## Assigned task
Find every line below that contains the word "間宮病院リハビリテーション" and copy it out.

* * * *

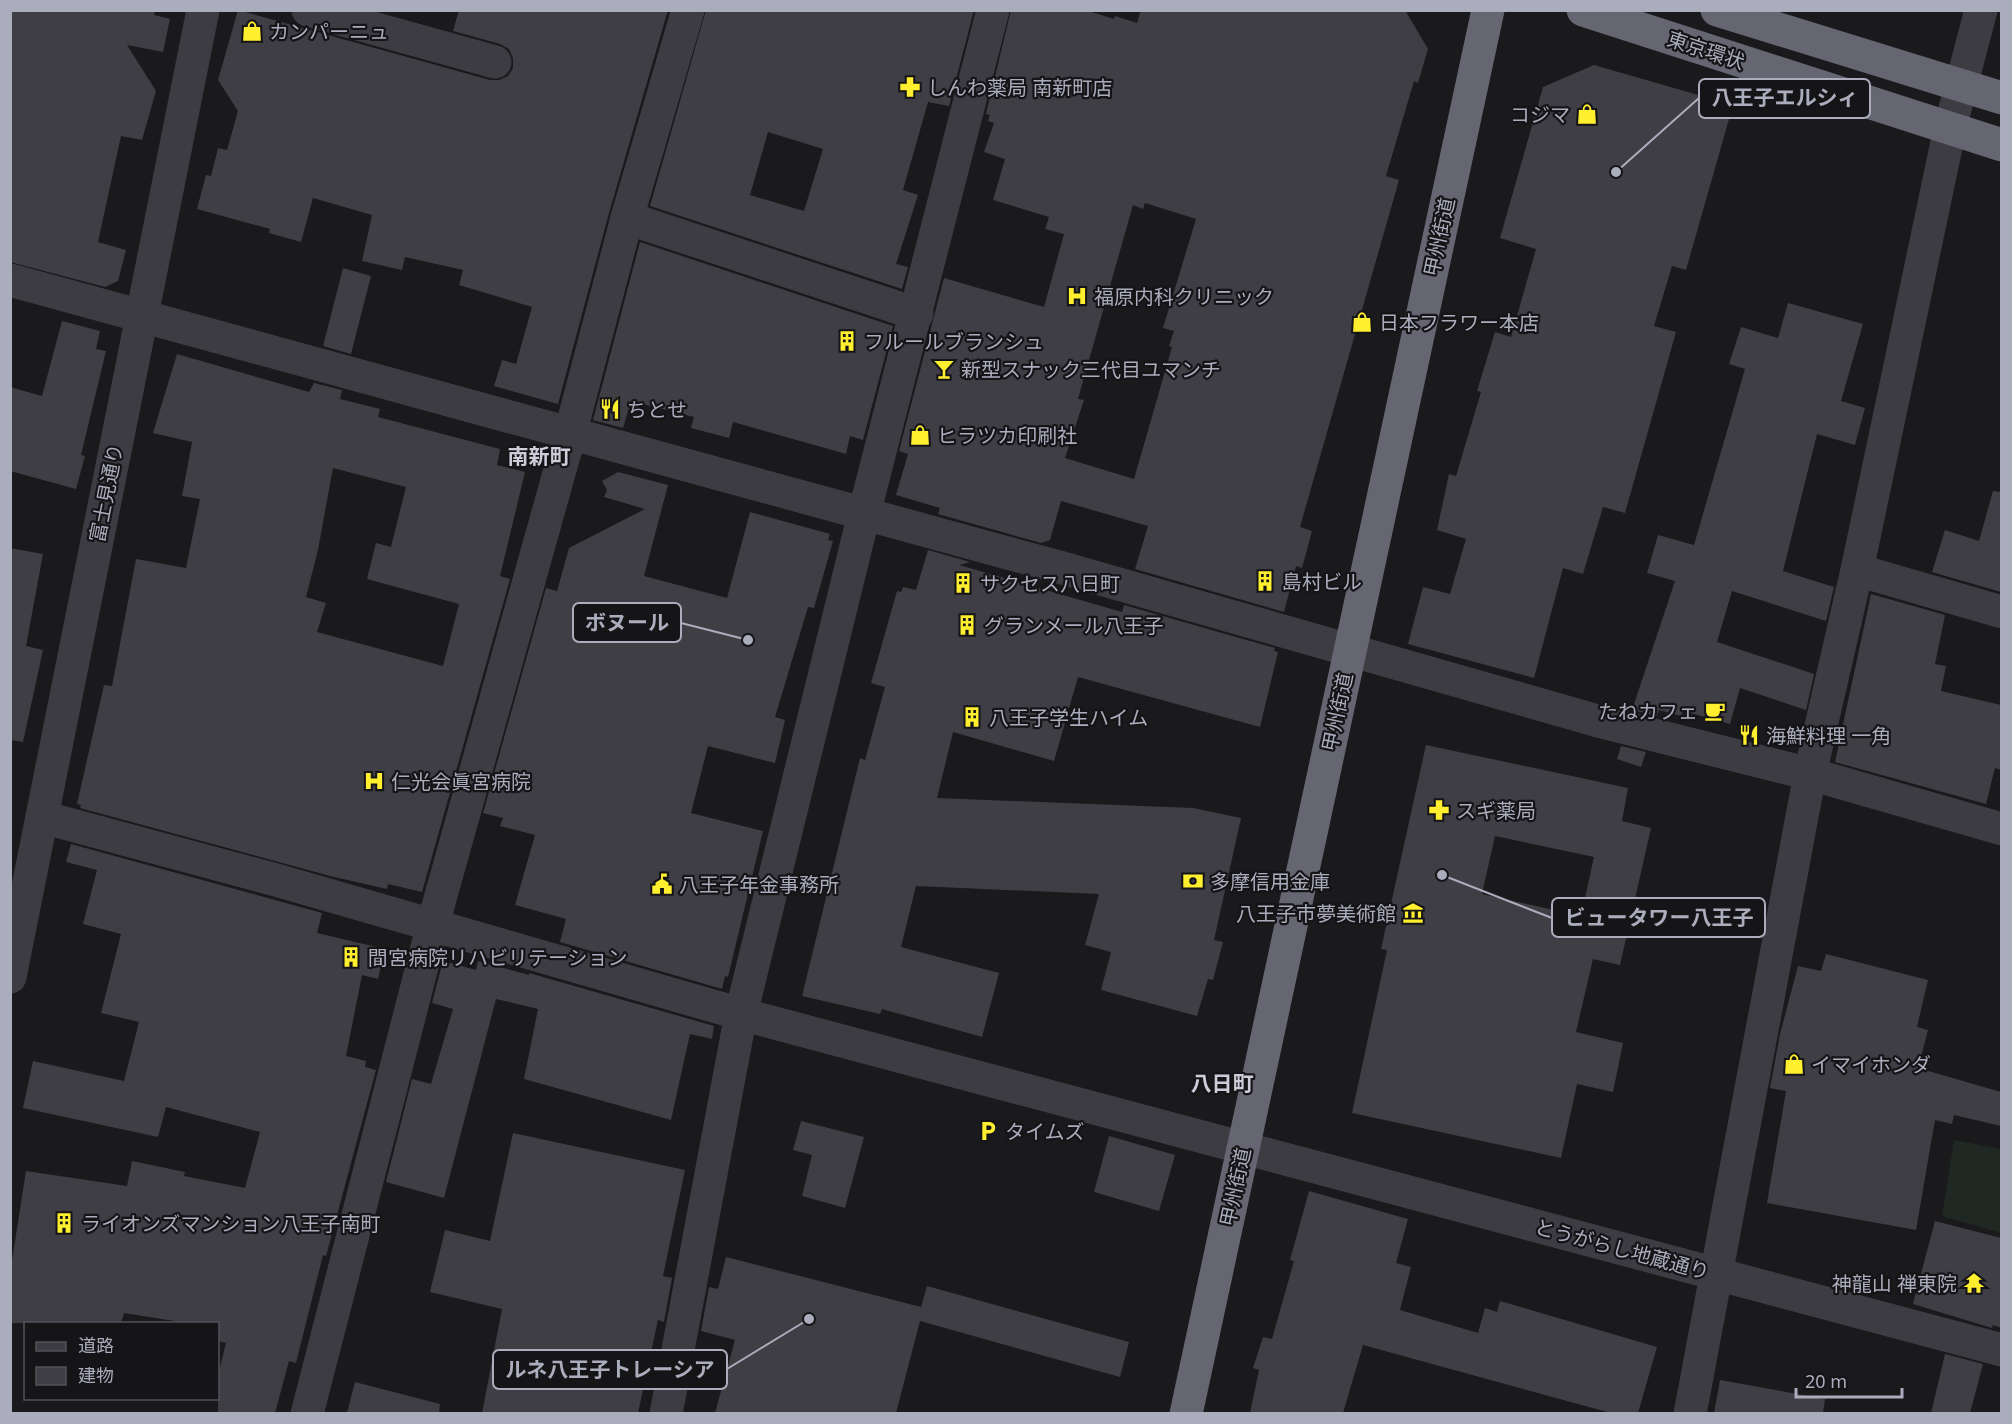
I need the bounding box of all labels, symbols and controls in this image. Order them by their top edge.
place label: カンパーニュ [269,18,389,45]
shop icon: カンパーニュ [240,19,264,43]
street label: 東京環状 [1664,25,1748,75]
place label: しんわ薬局 南新町店 [927,74,1112,101]
pharmacy icon: しんわ薬局 南新町店 [898,75,922,99]
callout: 八王子エルシィ [1699,79,1870,118]
text: 八王子エルシィ [1712,83,1859,111]
place label: コジマ [1510,101,1570,128]
shop icon: コジマ [1575,102,1599,126]
street label: 甲州街道 [1417,195,1461,279]
place label: 福原内科クリニック [1094,283,1274,310]
hospital icon: 福原内科クリニック [1065,284,1089,308]
place label: 日本フラワー本店 [1379,309,1539,336]
shop icon: 日本フラワー本店 [1350,310,1374,334]
place label: フルールブランシュ [864,328,1044,355]
building icon: フルールブランシュ [835,329,859,353]
place label: 新型スナック三代目ユマンチ [961,356,1221,383]
bar icon: 新型スナック三代目ユマンチ [932,357,956,381]
place label: ちとせ [627,396,687,423]
restaurant icon: ちとせ [598,397,622,421]
place label: ヒラツカ印刷社 [937,422,1077,449]
shop icon: ヒラツカ印刷社 [908,423,932,447]
street label: 富士見通り [83,441,129,545]
district label: 南新町 [508,442,571,470]
place label: 島村ビル [1282,568,1362,595]
building icon: 島村ビル [1253,569,1277,593]
place label: サクセス八日町 [980,570,1120,597]
building icon: サクセス八日町 [951,571,975,595]
callout: ボヌール [573,603,681,642]
text: ボヌール [585,608,669,636]
place label: グランメール八王子 [984,612,1163,639]
building icon: グランメール八王子 [955,613,979,637]
street label: 甲州街道 [1315,670,1359,754]
place label: たねカフェ [1598,698,1698,725]
cafe icon: たねカフェ [1703,699,1727,723]
place label: 八王子学生ハイム [989,704,1148,731]
building icon: 八王子学生ハイム [960,705,984,729]
place label: 海鮮料理 一角 [1766,722,1891,749]
restaurant icon: 海鮮料理 一角 [1737,723,1761,747]
place label: 仁光会眞宮病院 [391,768,531,795]
hospital icon: 仁光会眞宮病院 [362,769,386,793]
place label: スギ薬局 [1456,797,1536,824]
pharmacy icon: スギ薬局 [1427,798,1451,822]
place label: 多摩信用金庫 [1210,868,1330,895]
bank icon: 多摩信用金庫 [1181,869,1205,893]
place label: 八王子年金事務所 [679,871,839,898]
public building icon: 八王子年金事務所 [650,872,674,896]
callout: ビュータワー八王子 [1552,898,1765,937]
place label: 八王子市夢美術館 [1236,900,1396,927]
museum icon: 八王子市夢美術館 [1401,901,1425,925]
text: ビュータワー八王子 [1565,903,1754,931]
place label: 間宮病院リハビリテーション [368,944,628,971]
building icon: 間宮病院リハビリテーション [339,945,363,969]
place label: イマイホンダ [1811,1051,1931,1078]
shop icon: イマイホンダ [1782,1052,1806,1076]
district label: 八日町 [1191,1069,1254,1097]
place label: タイムズ [1005,1118,1085,1145]
parking icon: タイムズ [976,1119,1000,1143]
street label: 甲州街道 [1213,1145,1257,1229]
place label: ライオンズマンション八王子南町 [81,1210,381,1237]
building icon: ライオンズマンション八王子南町 [52,1211,76,1235]
street label: とうがらし地蔵通り [1532,1213,1712,1285]
place label: 神龍山 禅東院 [1832,1270,1957,1297]
temple icon: 神龍山 禅東院 [1962,1271,1986,1295]
legend [24,1322,219,1400]
text: 道路 [78,1333,114,1357]
callout: ルネ八王子トレーシア [493,1350,727,1389]
text: ルネ八王子トレーシア [505,1355,715,1383]
scale bar [1796,1361,1902,1399]
text: 建物 [78,1363,114,1387]
text: 20 m [1805,1369,1847,1393]

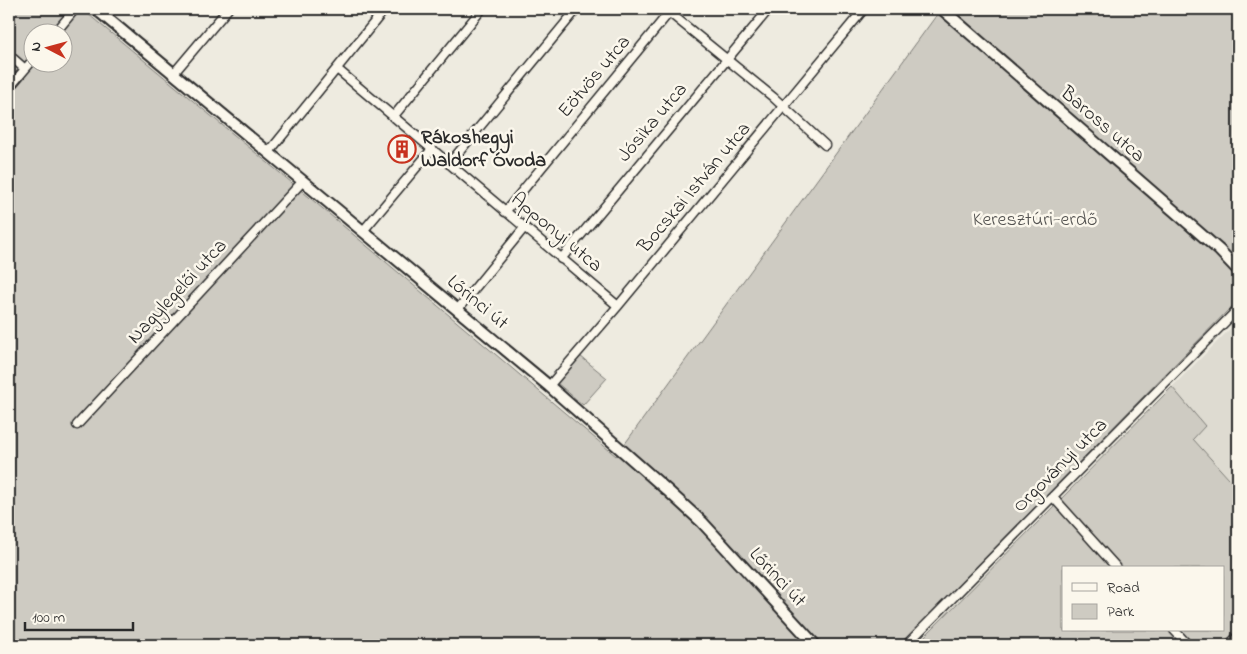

* * * *

## The completed task
place label: 間宮病院リハビリテーション [368,944,628,971]
building icon: 間宮病院リハビリテーション [339,945,363,969]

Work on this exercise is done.